Owlcroft
Jan 14th 2005, 3:41 am
We all know the pain--and bandwidth cost, both figurative and literal--of spambots that suck up our sites, whether for scraping, email harvesting, or whatever.
We all know also the various ways in which unwanted user-agents can, in principle, be stopped: robots.txt blocks by user-agent name, and .htaccess blocks by uer-agent name, or IP address. But those, while helpful, can scarcely do the whole job, inasmuch as they necessarily block particular user-agent names and particular IP addresses. But spammers can and do change those things a lot more often than they probably change their underwear. Using those tools is fighting WWII with the weapons of WWI.
The ideal thing to do is to place controls based on actual bad behavior as it happens. I recently ran across a delightful and helpful thread on another forum (http://www..webmasterworld.com/forum88/119.htm) that presented a clever solution using PHP. The gist of the thing is that it tracks visitor behavior, and visitors that are trying to download too many pages too fast are soon stopped with a 503 and a penalty time before they can load more pages; the time parameters are adjustable, and it can keep track of a sufficiency of simultaneous visitors with very little computational load.
Here is a variant of the script as I have now installed it (with explanatory comments built it)--about all one needs to customize is the directory where the logfile is kept.
<?php
// ENGLISH-LANGUAGE VERSION:
/*
Notes...
* $itime is the minimum number of seconds between visits _on average_ over
$itime*$imaxvisit seconds. So in the example, a visitor isn't blocked
if it visits the script multiple times in the first 5 seconds, as long
as it doesn't visit more than 60 times within 300 seconds (5 minutes).
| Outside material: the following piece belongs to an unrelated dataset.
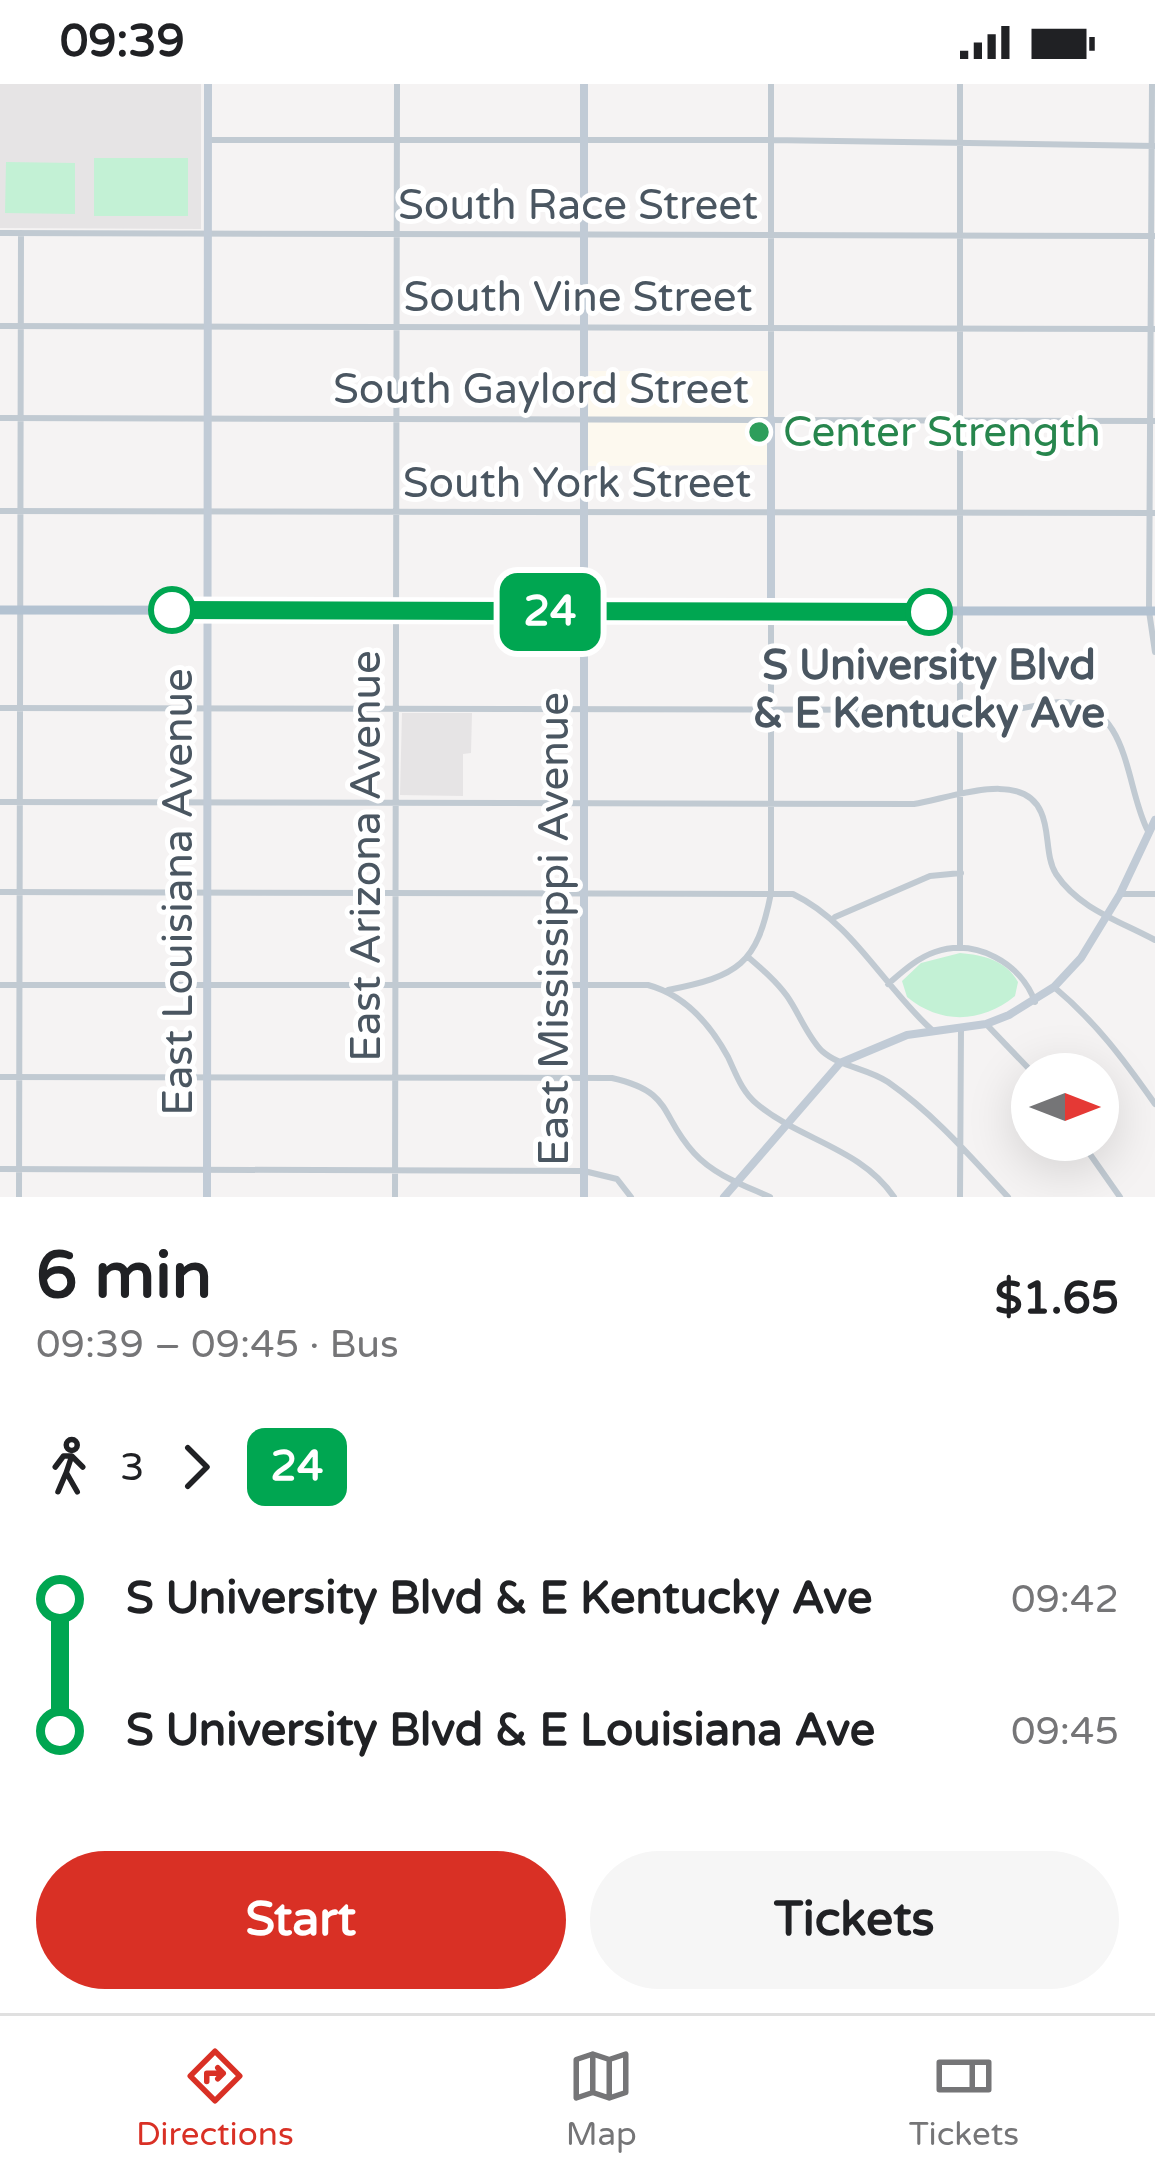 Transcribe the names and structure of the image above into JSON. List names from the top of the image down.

* If the limit is reached, $ipenalty is the number of seconds a visitor
has to wait before being allowed back.
An MD5 hash is made of each visitor's IP address, and the last 3 hex digits of that hash are used to generate one of a possible 4096 filenames. If it is a new visitor, or a visitor who hasn't been seen for a while, the timestamp of the file is set to the then-current time; otherwise, it must be a recent visitor, and the time stamp is increased by $itime.
If the visitor starts loading the timer script more rapidly than $itime seconds per visit,the time stamp on the IP-hashed filename will be increasing faster than the actual time is increasing. If the time stamp gets too far ahead of the current time, the visitor is branded a bad visitor and the penalty is applied by increasing the time stamp on its file even further.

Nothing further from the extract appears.